_Saved data entries_:
=== Begin Enclosure ===
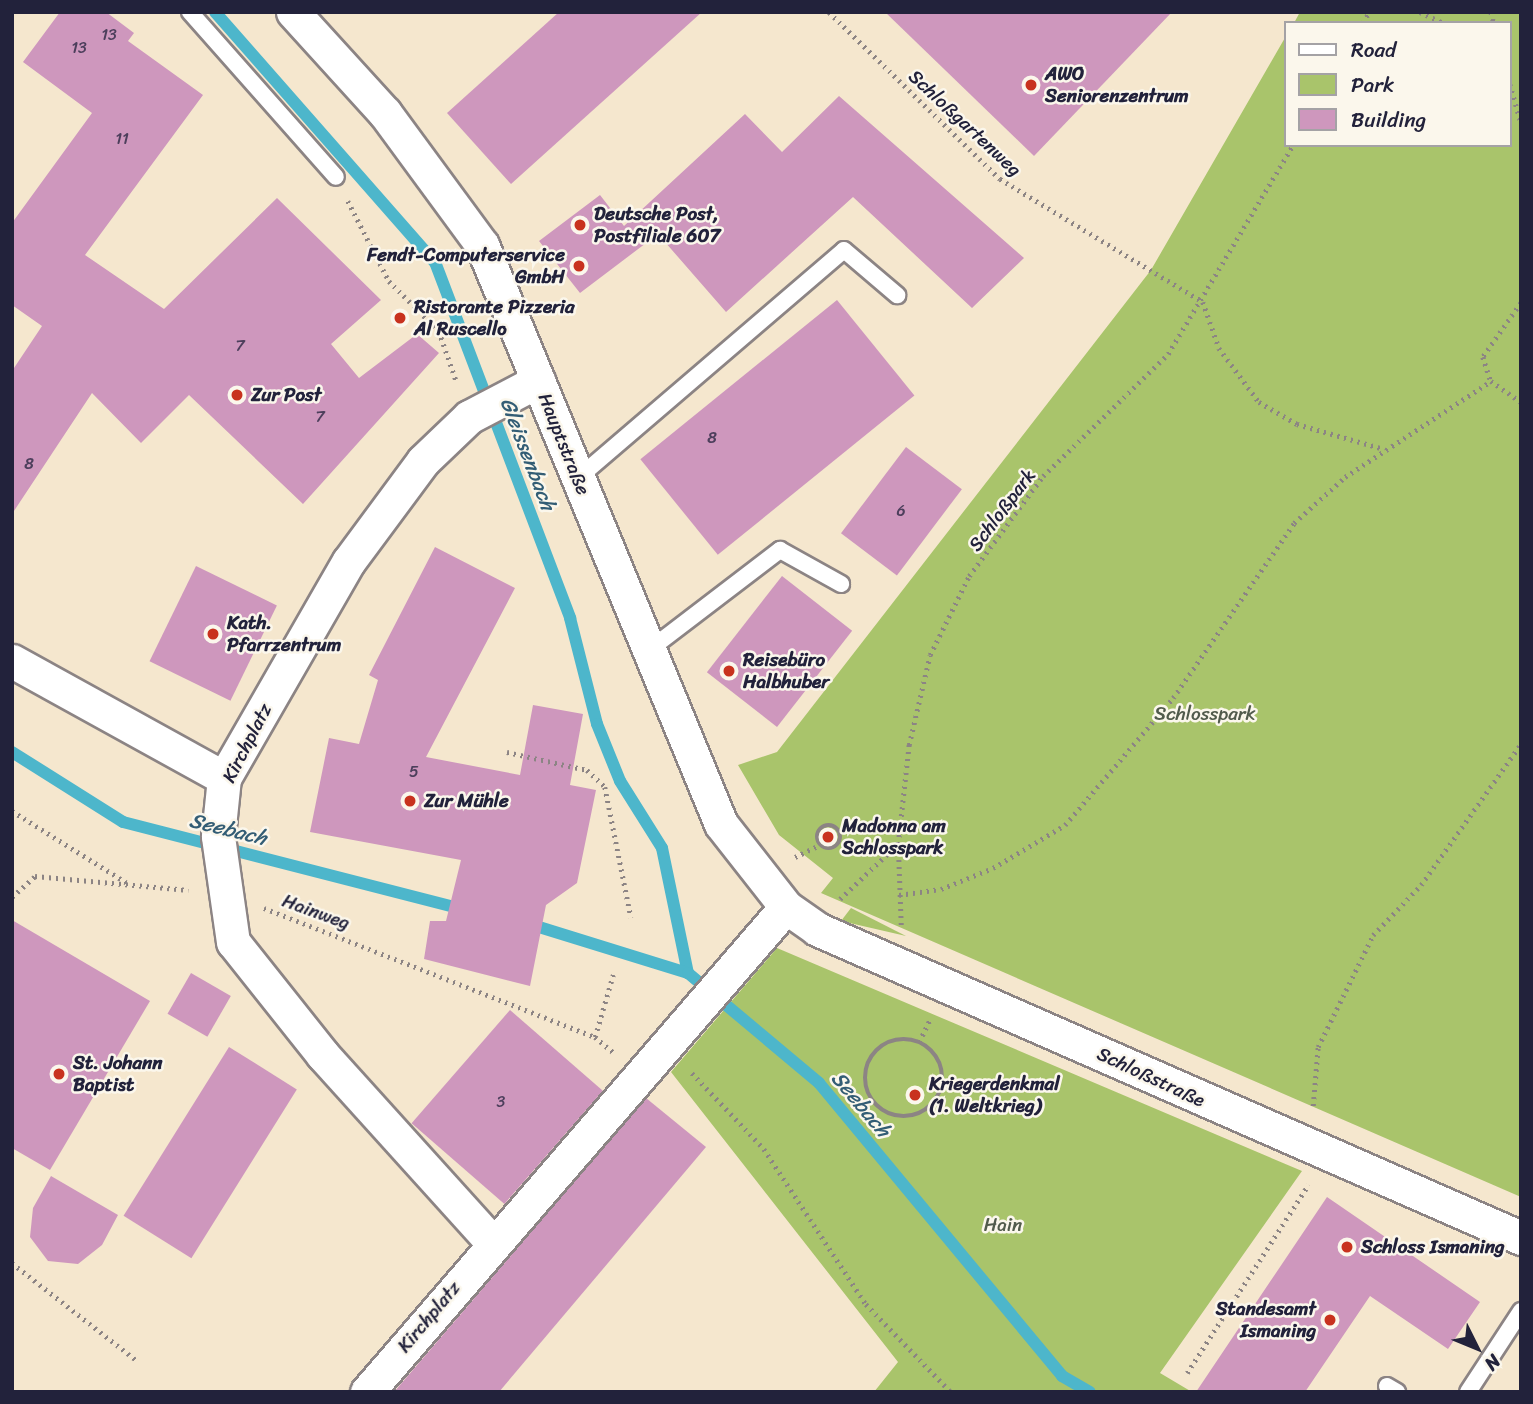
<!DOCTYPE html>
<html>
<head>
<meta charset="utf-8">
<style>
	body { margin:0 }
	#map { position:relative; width:1533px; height:1404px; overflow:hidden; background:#f5e7ce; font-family:Sriracha,sans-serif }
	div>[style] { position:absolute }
	.green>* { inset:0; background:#a9c46b }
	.stream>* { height:12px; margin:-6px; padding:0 6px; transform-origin:6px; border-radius:6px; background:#4db6cb }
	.building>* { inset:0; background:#ce97bd; transform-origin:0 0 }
	.path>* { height:4.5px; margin-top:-2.25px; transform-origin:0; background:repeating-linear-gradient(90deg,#8c8484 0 2px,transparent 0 7px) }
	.path>.ring { margin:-2.25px; padding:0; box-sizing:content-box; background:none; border:4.5px solid #8c8484; border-radius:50% }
	.roads { filter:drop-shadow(2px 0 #8c8484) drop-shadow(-2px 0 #8c8484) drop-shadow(0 2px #8c8484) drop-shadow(0 -2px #8c8484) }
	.lane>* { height:16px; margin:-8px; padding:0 8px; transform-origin:8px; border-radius:8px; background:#fff }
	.street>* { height:33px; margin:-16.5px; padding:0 16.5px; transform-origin:16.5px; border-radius:16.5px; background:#fff }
	.dots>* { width:19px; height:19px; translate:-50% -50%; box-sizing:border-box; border:4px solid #fbf7ec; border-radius:50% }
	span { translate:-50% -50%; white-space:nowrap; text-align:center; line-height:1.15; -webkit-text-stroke:5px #fbf7ec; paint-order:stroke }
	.number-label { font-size:16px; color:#4d3f5c }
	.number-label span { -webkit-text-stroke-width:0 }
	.poi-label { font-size:19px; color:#22223b; font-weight:700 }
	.left { translate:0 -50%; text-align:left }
	.right { translate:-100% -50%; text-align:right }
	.street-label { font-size:19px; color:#22223b }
	.park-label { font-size:19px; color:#515b4c }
	.water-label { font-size:21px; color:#335d75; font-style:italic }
	.frame { position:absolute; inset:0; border:14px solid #22223b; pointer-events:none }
	.legend { position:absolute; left:1284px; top:21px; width:228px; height:126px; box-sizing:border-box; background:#fbf7ec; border:2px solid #a4a2a5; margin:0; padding:9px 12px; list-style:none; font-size:21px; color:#22223b }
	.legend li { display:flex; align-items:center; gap:14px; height:35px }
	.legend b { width:35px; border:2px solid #a4a2a5 }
	.north { position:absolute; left:1442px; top:1313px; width:70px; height:70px; -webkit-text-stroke:5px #fbf7ec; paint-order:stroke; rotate:133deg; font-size:19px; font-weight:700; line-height:28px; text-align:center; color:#22223b }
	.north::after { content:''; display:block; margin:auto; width:24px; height:32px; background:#22223b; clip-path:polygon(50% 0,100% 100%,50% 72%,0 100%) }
</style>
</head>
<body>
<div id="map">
	<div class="green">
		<i style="clip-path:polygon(1300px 12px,1521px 12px,1521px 1197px,821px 893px,833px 878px,779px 835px,738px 765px,777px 752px,1151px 270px,1286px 36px,1286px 145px,1510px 145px,1510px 23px,1294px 23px)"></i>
		<i style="clip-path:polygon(851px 908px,906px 936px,841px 921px)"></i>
		<i style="clip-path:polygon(777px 948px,1302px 1171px,1160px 1373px,1192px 1392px,874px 1392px,898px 1362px,671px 1072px)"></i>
	</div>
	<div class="stream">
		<i style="left:215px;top:12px;width:333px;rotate:48.7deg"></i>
		<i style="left:435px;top:262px;width:381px;rotate:69.2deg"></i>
		<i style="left:570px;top:618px;width:109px;rotate:75.7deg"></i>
		<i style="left:597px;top:724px;width:61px;rotate:68deg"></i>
		<i style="left:620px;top:781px;width:79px;rotate:57.9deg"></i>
		<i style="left:662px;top:848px;width:128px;rotate:78.3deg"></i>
		<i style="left:12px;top:752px;width:131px;rotate:32.2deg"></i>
		<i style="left:123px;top:822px;width:338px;rotate:14.4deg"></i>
		<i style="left:539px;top:927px;width:156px;rotate:17.2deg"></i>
		<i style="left:688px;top:973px;width:171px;rotate:40deg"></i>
		<i style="left:819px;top:1083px;width:381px;rotate:50.3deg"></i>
		<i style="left:1062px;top:1376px;width:32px;rotate:30deg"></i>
	</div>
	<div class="building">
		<i style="clip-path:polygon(60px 12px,106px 12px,134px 33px,128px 41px,203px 95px,85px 255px,164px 309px,277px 198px,381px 300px,331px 344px,359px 378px,417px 334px,439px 353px,303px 504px,189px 395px,141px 443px,92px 393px,12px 514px,12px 371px,42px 326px,12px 305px,12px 223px,92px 113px,23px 62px)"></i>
		<i style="clip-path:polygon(559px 12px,702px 12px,511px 184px,447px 113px)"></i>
		<i style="clip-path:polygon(885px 12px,1172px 12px,1034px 156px)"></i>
		<i style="clip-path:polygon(839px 96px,1024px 258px,972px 308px,853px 197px,726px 312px,658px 234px,580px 293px,539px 241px,600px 195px,624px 226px,745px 114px,782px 152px)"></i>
		<i style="left:837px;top:300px;width:123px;height:253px;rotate:51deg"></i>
		<i style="left:906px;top:447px;width:70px;height:108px;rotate:37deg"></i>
		<i style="clip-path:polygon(435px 547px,515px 588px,426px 757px,520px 775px,533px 705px,583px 714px,570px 785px,596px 790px,577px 883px,546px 905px,530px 986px,424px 959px,430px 921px,446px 921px,461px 860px,310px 832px,329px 738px,359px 744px,378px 680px,369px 675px)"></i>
		<i style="left:196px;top:566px;width:90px;height:106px;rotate:26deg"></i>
		<i style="left:782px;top:576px;width:89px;height:122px;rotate:38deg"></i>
		<i style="clip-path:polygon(12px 920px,150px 1001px,50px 1170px,12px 1148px)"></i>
		<i style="left:191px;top:973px;width:46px;height:47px;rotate:30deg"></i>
		<i style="left:510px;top:1010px;width:123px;height:150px;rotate:41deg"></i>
		<i style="left:229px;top:1047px;width:80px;height:199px;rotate:32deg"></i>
		<i style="clip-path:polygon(646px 1098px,706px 1147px,499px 1392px,394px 1392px)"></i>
		<i style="clip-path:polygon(51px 1176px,118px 1215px,102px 1245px,78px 1264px,48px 1261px,30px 1237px,33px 1208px)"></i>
		<i style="clip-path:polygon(1327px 1197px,1480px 1302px,1448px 1349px,1370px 1296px,1305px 1392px,1196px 1392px)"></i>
	</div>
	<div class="path">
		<i style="left:829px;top:12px;width:239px;rotate:44.3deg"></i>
		<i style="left:1000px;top:179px;width:237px;rotate:31.2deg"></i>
		<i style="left:1203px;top:302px;width:49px;rotate:70.8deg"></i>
		<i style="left:1219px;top:348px;width:67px;rotate:53.5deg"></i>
		<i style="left:1259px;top:402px;width:44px;rotate:30.1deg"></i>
		<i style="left:1297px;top:424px;width:91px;rotate:16deg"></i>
		<i style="left:1420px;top:12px;width:26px;rotate:25deg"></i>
		<i style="left:1491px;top:12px;width:11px;rotate:75deg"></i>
		<i style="left:1363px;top:23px;width:13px;rotate:-61deg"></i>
		<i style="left:1510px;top:84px;width:40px;rotate:74deg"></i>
		<i style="left:348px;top:201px;width:90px;rotate:62.9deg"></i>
		<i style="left:389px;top:281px;width:71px;rotate:45deg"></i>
		<i style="left:439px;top:331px;width:55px;rotate:70.9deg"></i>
		<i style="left:1521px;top:303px;width:66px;rotate:125.1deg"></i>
		<i style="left:1483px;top:357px;width:25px;rotate:72deg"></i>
		<i style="left:1491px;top:381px;width:37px;rotate:35deg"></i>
		<i style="left:507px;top:752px;width:82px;rotate:12.7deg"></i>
		<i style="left:587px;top:770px;width:25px;rotate:43deg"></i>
		<i style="left:605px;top:787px;width:133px;rotate:78.7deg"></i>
		<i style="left:12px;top:811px;width:138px;rotate:32deg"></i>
		<i class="ring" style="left:817px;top:825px;width:19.5px;height:19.5px"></i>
		<i style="left:795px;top:857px;width:28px;rotate:-26deg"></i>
		<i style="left:899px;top:895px;width:42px;rotate:-8.1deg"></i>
		<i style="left:941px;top:889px;width:56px;rotate:-22deg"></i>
		<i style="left:993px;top:868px;width:84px;rotate:-30.8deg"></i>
		<i style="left:1065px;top:825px;width:167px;rotate:-49.6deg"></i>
		<i style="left:1173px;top:698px;width:213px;rotate:-55.3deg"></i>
		<i style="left:1294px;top:523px;width:69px;rotate:-42deg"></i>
		<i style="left:1345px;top:477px;width:175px;rotate:-33.3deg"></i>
		<i style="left:12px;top:897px;width:31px;rotate:-42deg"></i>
		<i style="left:35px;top:876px;width:154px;rotate:5.2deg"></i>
		<i style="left:840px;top:899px;width:79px;rotate:-43.5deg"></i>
		<i style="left:264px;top:908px;width:355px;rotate:21.3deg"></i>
		<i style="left:595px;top:1037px;width:25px;rotate:40deg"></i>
		<i style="left:901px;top:925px;width:81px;rotate:-92.1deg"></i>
		<i style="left:898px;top:844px;width:100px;rotate:-83.7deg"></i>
		<i style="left:909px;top:745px;width:92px;rotate:-76.9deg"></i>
		<i style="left:930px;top:655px;width:88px;rotate:-63.7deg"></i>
		<i style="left:969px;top:576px;width:124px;rotate:-53.5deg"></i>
		<i style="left:1043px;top:476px;width:175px;rotate:-44.3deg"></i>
		<i style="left:1168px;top:354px;width:244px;rotate:-59.1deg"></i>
		<i style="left:595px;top:1037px;width:65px;rotate:-73.8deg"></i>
		<i class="ring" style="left:865px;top:1039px;width:73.5px;height:73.5px"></i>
		<i style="left:919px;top:1042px;width:25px;rotate:-64deg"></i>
		<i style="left:692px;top:1073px;width:105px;rotate:46.5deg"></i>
		<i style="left:764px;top:1149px;width:186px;rotate:56.7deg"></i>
		<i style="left:866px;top:1304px;width:122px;rotate:46deg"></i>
		<i style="left:1313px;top:1106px;width:59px;rotate:-85.2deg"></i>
		<i style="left:1318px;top:1047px;width:125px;rotate:-63.8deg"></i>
		<i style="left:1373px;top:935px;width:69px;rotate:-46.2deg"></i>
		<i style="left:1421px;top:885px;width:173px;rotate:-54.7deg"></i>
		<i style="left:12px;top:1263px;width:157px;rotate:38deg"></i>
		<i style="left:1187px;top:1373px;width:224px;rotate:-57.2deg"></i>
	</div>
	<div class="roads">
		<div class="lane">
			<i style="left:190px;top:12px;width:220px;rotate:48.5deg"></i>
			<i style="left:578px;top:478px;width:350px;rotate:-40.6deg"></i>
			<i style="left:844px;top:250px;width:70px;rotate:40.3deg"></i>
			<i style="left:649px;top:650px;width:165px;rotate:-37.4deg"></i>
			<i style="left:780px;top:550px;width:70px;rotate:29.1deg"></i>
			<i style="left:1387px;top:1386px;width:12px;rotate:31deg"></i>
			<i style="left:1468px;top:1392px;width:97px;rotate:-56.8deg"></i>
		</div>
		<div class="street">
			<i style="left:293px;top:12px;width:137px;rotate:47.7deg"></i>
			<i style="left:385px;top:113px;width:164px;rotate:53.7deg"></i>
			<i style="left:482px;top:245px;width:626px;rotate:67.57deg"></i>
			<i style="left:721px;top:824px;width:105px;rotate:51.9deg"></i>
			<i style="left:786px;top:907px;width:38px;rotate:35deg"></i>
			<i style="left:817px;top:929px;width:769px;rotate:23.7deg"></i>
			<i style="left:12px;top:661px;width:242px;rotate:28.9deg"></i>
			<i style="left:491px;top:1241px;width:251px;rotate:-132.1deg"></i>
			<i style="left:323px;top:1055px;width:144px;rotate:-128.5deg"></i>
			<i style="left:233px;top:942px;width:107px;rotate:-98.1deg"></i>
			<i style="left:218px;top:836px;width:58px;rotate:-84.1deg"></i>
			<i style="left:224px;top:778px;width:250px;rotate:-60.1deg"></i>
			<i style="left:349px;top:561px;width:124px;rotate:-53.5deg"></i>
			<i style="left:423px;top:461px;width:64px;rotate:-43.7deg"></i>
			<i style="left:469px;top:417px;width:78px;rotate:-27.6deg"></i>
			<i style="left:367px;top:1392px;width:641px;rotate:-49.18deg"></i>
		</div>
	</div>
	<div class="dots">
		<i style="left:1031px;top:85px;background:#c8321e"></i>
		<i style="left:580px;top:225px;background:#c8321e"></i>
		<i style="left:579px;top:266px;background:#c8321e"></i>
		<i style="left:400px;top:318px;background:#c8321e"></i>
		<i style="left:237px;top:395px;background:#c8321e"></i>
		<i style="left:213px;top:634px;background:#c8321e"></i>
		<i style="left:729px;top:671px;background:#c8321e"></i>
		<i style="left:410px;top:801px;background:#c8321e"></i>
		<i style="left:828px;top:837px;background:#c8321e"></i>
		<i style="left:59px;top:1074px;background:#c8321e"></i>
		<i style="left:915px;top:1095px;background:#c8321e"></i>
		<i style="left:1347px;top:1247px;background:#c8321e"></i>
		<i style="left:1330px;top:1320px;background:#c8321e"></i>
	</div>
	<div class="number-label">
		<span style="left:109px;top:35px">13</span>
		<span style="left:79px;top:48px">13</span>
		<span style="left:122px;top:139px">11</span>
		<span style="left:240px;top:346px">7</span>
		<span style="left:320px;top:417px">7</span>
		<span style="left:712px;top:438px">8</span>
		<span style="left:29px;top:464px">8</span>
		<span style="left:901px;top:511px">6</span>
		<span style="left:414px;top:772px">5</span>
		<span style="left:501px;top:1102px">3</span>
	</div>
	<div class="poi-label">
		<span class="left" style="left:1045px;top:85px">AWO<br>Seniorenzentrum</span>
		<span class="left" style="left:594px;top:225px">Deutsche Post,<br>Postfiliale 607</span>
		<span class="right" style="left:565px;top:266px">Fendt-Computerservice<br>GmbH</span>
		<span class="left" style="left:414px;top:318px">Ristorante Pizzeria<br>Al Ruscello</span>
		<span class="left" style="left:251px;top:395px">Zur Post</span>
		<span class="left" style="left:227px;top:634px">Kath.<br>Pfarrzentrum</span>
		<span class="left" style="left:743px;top:671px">Reisebüro<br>Halbhuber</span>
		<span class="left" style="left:424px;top:801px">Zur Mühle</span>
		<span class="left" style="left:842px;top:837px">Madonna am<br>Schlosspark</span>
		<span class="left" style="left:73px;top:1074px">St. Johann<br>Baptist</span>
		<span class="left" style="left:929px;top:1095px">Kriegerdenkmal<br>(1. Weltkrieg)</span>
		<span class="left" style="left:1361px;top:1247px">Schloss Ismaning</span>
		<span class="right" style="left:1316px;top:1320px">Standesamt<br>Ismaning</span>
	</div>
	<div class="street-label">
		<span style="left:965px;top:123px;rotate:43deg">Schloßgartenweg</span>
		<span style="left:564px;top:444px;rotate:68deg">Hauptstraße</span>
		<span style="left:1002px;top:510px;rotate:-53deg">Schloßpark</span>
		<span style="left:247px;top:743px;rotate:-63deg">Kirchplatz</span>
		<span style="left:316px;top:912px;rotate:20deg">Hainweg</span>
		<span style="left:1151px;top:1077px;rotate:25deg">Schloßstraße</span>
		<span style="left:429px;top:1317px;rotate:-50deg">Kirchplatz</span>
	</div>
	<div class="park-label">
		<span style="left:1205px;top:714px">Schlosspark</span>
		<span style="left:1003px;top:1225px">Hain</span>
	</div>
	<div class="water-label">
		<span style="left:528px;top:454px;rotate:69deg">Gleissenbach</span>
		<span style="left:228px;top:829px;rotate:14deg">Seebach</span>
		<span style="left:861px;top:1104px;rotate:50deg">Seebach</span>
	</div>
	<div class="frame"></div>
	<ul class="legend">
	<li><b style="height:9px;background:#fff"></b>Road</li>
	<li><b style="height:19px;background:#a9c46b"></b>Park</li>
	<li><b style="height:19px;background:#ce97bd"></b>Building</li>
	</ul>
	<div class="north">N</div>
</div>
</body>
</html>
=== End Enclosure ===
_WHAT IS BEING ASKED_: I'd like the lines above from the one with "inset:0; background:#ce97bd; transform-origin:0" up to and including the one with "filter:drop-shadow(2px 0 #8c8484)" copied exactly, with no other lines.

_COMPLETED TASK_:
	.building>* { inset:0; background:#ce97bd; transform-origin:0 0 }
	.path>* { height:4.5px; margin-top:-2.25px; transform-origin:0; background:repeating-linear-gradient(90deg,#8c8484 0 2px,transparent 0 7px) }
	.path>.ring { margin:-2.25px; padding:0; box-sizing:content-box; background:none; border:4.5px solid #8c8484; border-radius:50% }
	.roads { filter:drop-shadow(2px 0 #8c8484) drop-shadow(-2px 0 #8c8484) drop-shadow(0 2px #8c8484) drop-shadow(0 -2px #8c8484) }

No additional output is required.